ISLAMABAD, June 2: The opposition cried out against supply of contaminated drinking water causing diseases and killing people in many cities as the National Assembly began its budget session with a poorly attended sitting on Friday.

After being accused of negligence in tackling the recent spread of gastroenteritis due to contaminated water supplies and reports of many deaths, the government agreed with an opposition proposal that a bipartisan lower house committee should probe into the matter and take it up with provincial governments.

Nine members from both the opposition and treasury benches spoke during a debate on several opposition adjournment motions about waterborne diseases in Faisalabad and Sheikhupura, Karachi, Hyderabad and Badin before the house was adjourned until 5:30pm on Monday when the federal budget for fiscal 2006-07 would be resented.

Speaker Chaudhry Amir Hussain selected the motions for an immediate debate on the first day of the session because he said the matter could not be taken up during the budget debate.

In the absence of Health Minister Mohammad Nasir Khan, Parliamentary Affairs Minister Sher Afgan Khan Niazi said the problem of contaminated water due to old municipal waterworks was at present afflicting big cities and could soon hit smaller towns if no remedies were planned.

He referred to Prime Minister Shaukat Aziz’s repeated assurances to provide clean drinking water to the country’s population, but said that immediately a house committee be set up to study the matter and take it up with the provincial governments. However no formal decision was made before the issue was talked out.

The proposal for forming a house committee was originally made by Raja Nadir Pervez of the Pakistan Muslim League (Nawaz) who said his home district of Faisalabad alone had about 29,000 gastroenteritis patients and that several of them, mostly children, had died.
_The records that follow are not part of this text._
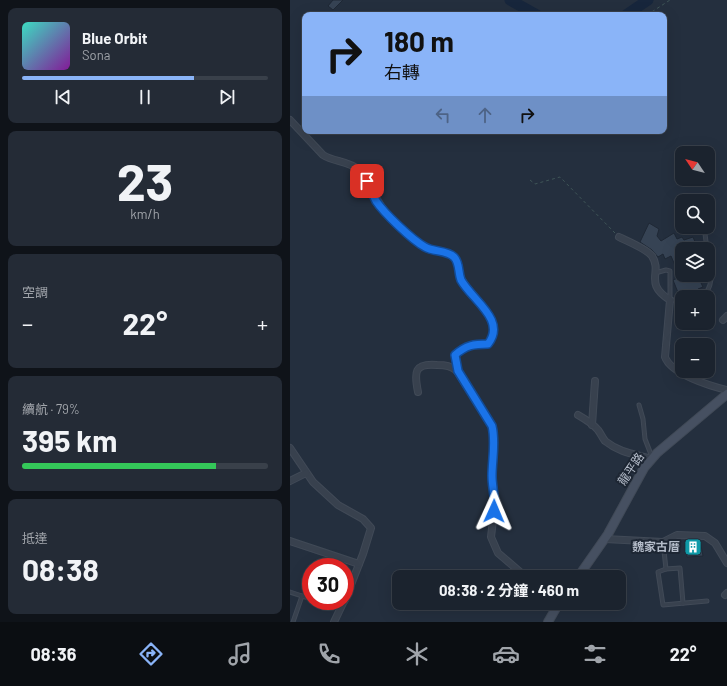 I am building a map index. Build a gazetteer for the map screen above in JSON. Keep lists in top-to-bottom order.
{
  "streets": {
    "street": ["龍平路"]
  },
  "places": {
    "building": ["魏家古厝"]
  },
  "north": "top left",
  "page": {
    "turn": ["180 m", "右轉"],
    "song": ["Blue Orbit", "Sona"],
    "tile": [
      ["23", "km/h"],
      "空調",
      ["續航 · 79%", "395 km"],
      ["抵達", "08:38"]
    ],
    "map_buttons": ["+", "−"],
    "heat": ["−", "22°", "+"],
    "limit": "30",
    "trip": "08:38 · 2 分鐘 · 460 m",
    "tabs": ["08:36", "22°"]
  }
} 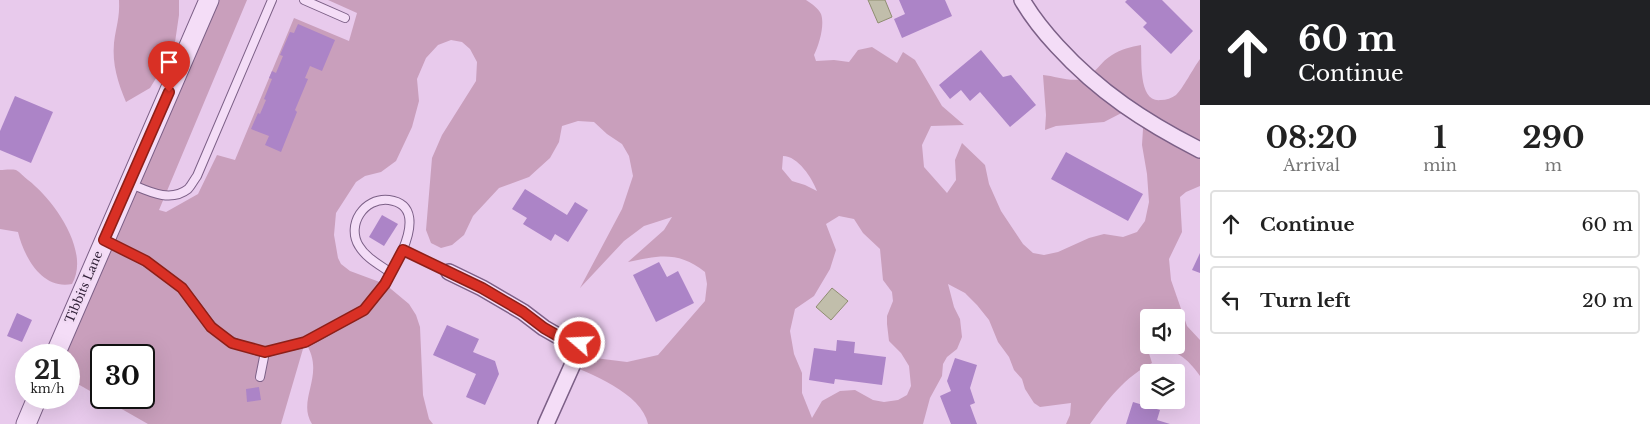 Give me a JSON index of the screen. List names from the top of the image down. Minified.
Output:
{"streets":{"street":["Tibbits Lane"]},"page":{"turn":["60 m","Continue"],"eta":["08:20","Arrival","1","min","290","m"],"list":[{"name":"Continue","value":"60 m"},{"name":"Turn left","value":"20 m"}],"speed":"21 km/h","limit":"30"}}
“It is a criminal negligence for which law should take its course,” he said about the role of what he called ‘totally confused’ authorities, adding that the situation would have been much worse if local political and social organisation had not come forward to help sufferers.

Textile Industry Minister Mushtaq Ali Cheema, who hails from the same district, said Punjab Chief Minister Chaudhry Pervaiz Elahi had taken cognizance of the situation in Faisalabad and sanctioned Rs220 million for rehabilitate the town’s water supply system besides announcing a compensation of Rs100,000 for each dead person.
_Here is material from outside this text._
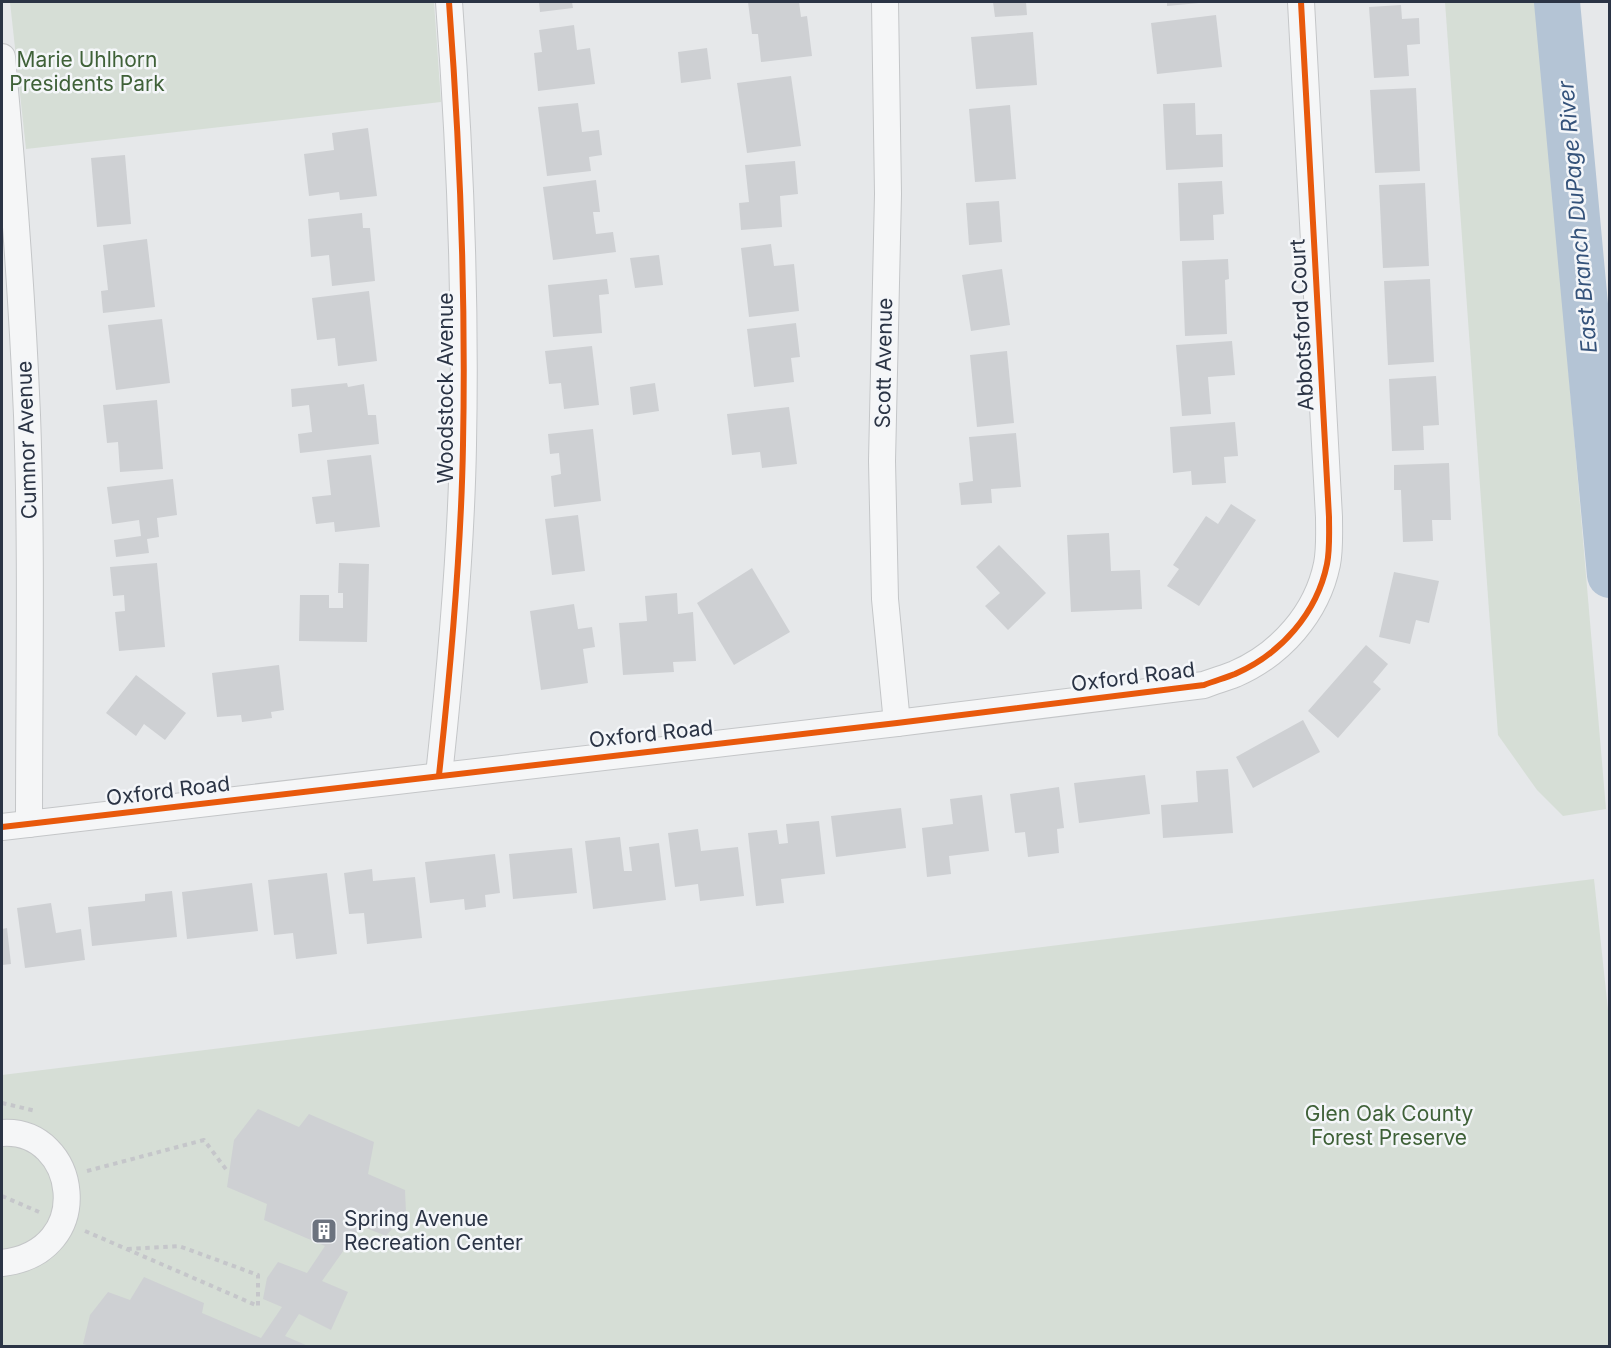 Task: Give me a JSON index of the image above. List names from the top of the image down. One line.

Mr Farid Piracha of the Muttahida Majlis-i-Amal (MMA) said the problem concerned the whole country rather than a single city and regretted that “now in the 21st century we are not even in the 19th century in the matter of drinking water supplies”.
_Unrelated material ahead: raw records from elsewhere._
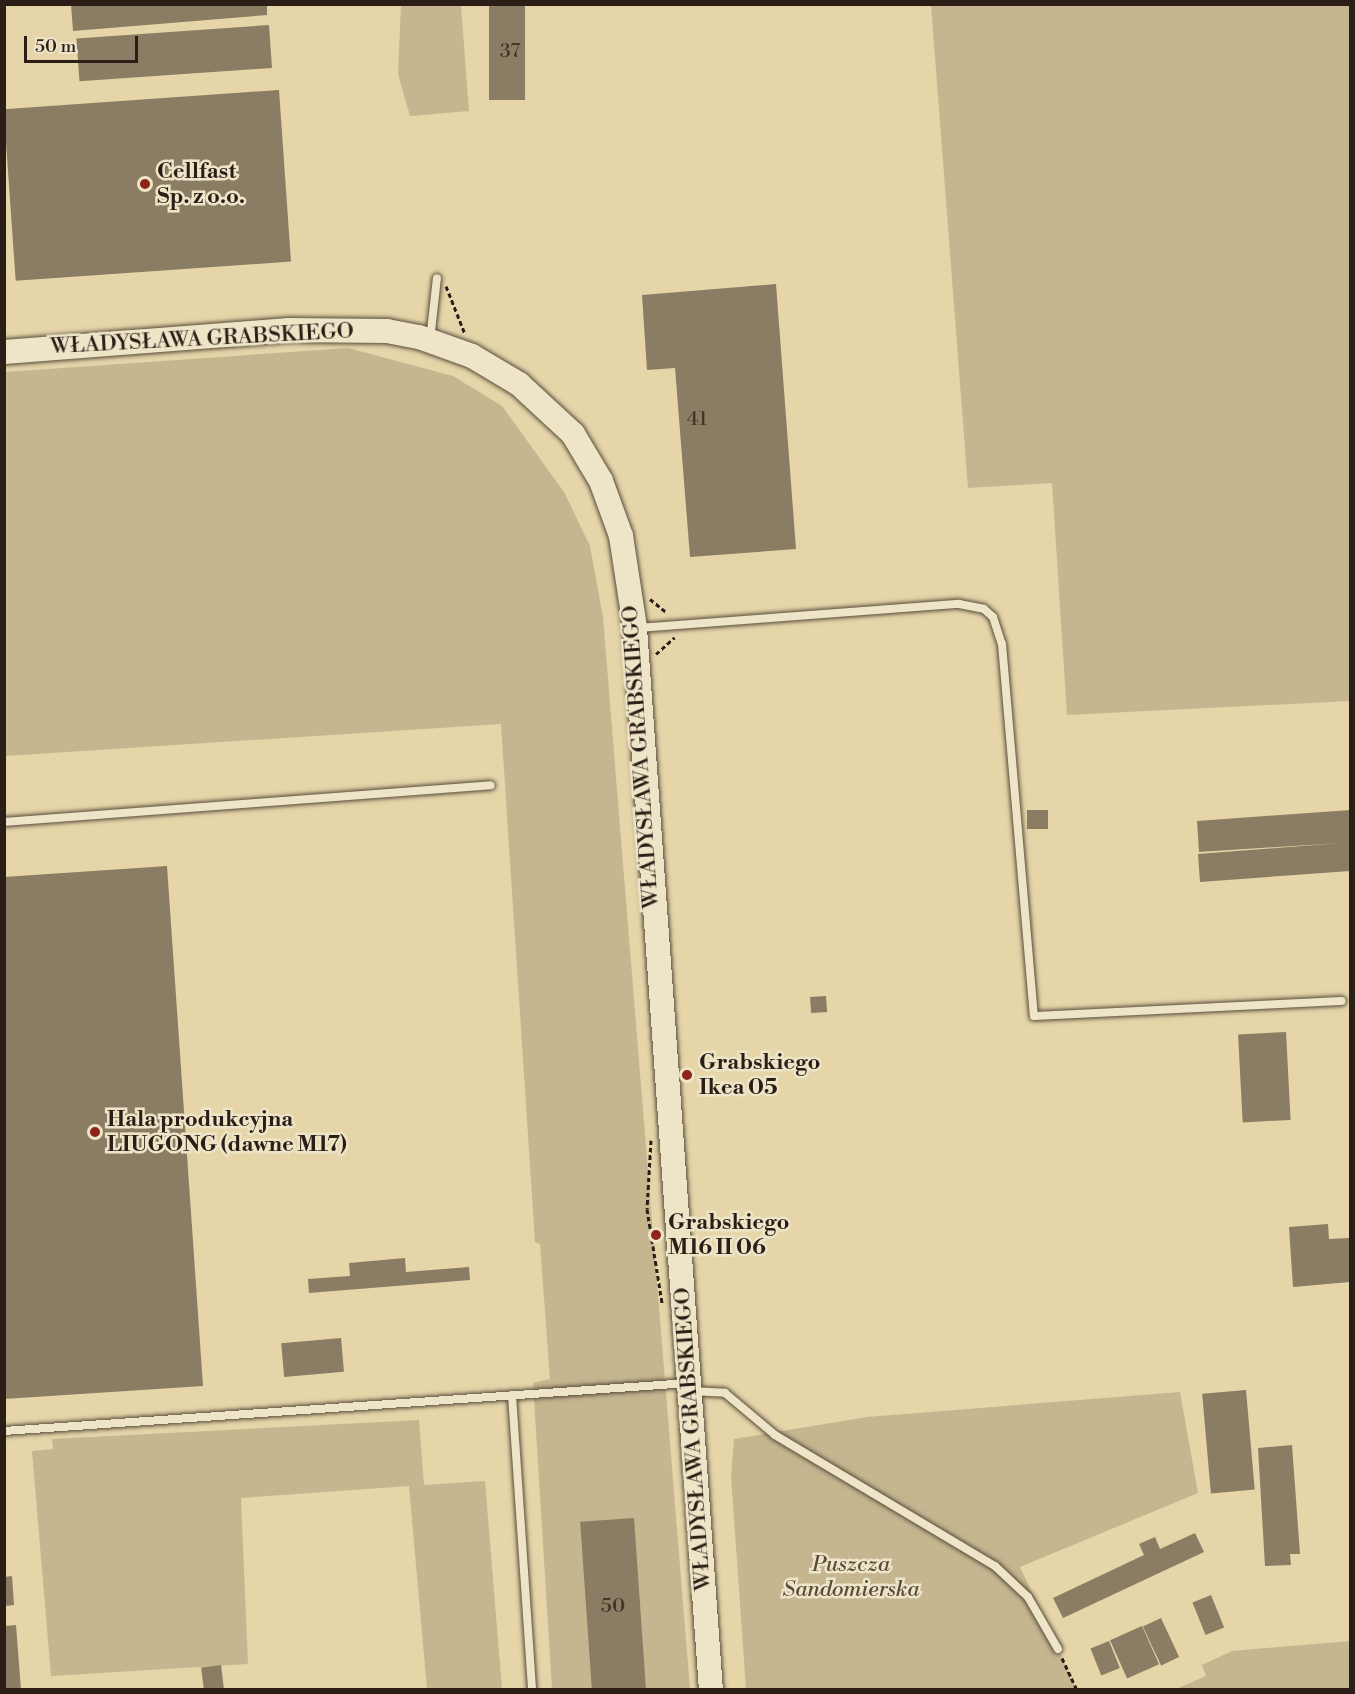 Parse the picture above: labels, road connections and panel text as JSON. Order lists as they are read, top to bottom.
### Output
{
  "streets": {
    "street": ["WŁADYSŁAWA GRABSKIEGO"]
  },
  "parks": ["Puszcza Sandomierska"],
  "places": [
    "Cellfast Sp. z o.o.",
    "Grabskiego Ikea 05",
    "Hala produkcyjna LIUGONG (dawne M17)",
    "Grabskiego M16 II 06"
  ],
  "house_numbers": ["37", "41", "50"],
  "scale_bar": "50 m"
}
Another MMA member, Mohammad Hanif Abbasi, said the situation was not much different in his constituency town of Rawalpindi where, according to him, more than half of tubewells meant to supply drinking water were shut down and water pipelines in many areas were damaged.

Fauzia Habib of the People’s Party Parliamentarians said every second home in Rawalpindi had a hepatitis B patient because of the contaminated water and asked the government to declare its water supply plans for every district.

Sahibzada Abul Khair Mohammad Zubair of the MMA said an amount of Rs500 million sanctioned for a water filtration plant in Hyderabad some years ago by the then Sindh governor Mohammedmian Soomro was not made available because the nazim of the town at the time was from the PPP. He said the same amount should now be used to set up a filtration plant there.

ECL RULING RESERVED: Earlier, Speaker Amir Hussain reserved his ruling over a privilege motion moved by Abdul Rauf Mengal of the Balochistan National Party (Mengal) about the inclusion of his name and of some other Baloch leaders on the government’s Exit Control List (ECL) to bar them from foreign travel.

Interior Minister Aftab Ahmad Khan Sherpao opposed the member’s request for sending the motion to the house privileges committee and said the aggrieved persons could challenge the ban before a court of law.

He said some ‘sensitive matters’ forming grounds for the ban could not be disclosed on the floor of the house.

The speaker offered to hear about the ‘sensitive matters’ in his chamber, but Mr Sherpao said the government would prefer to present ‘all proofs’ before a court.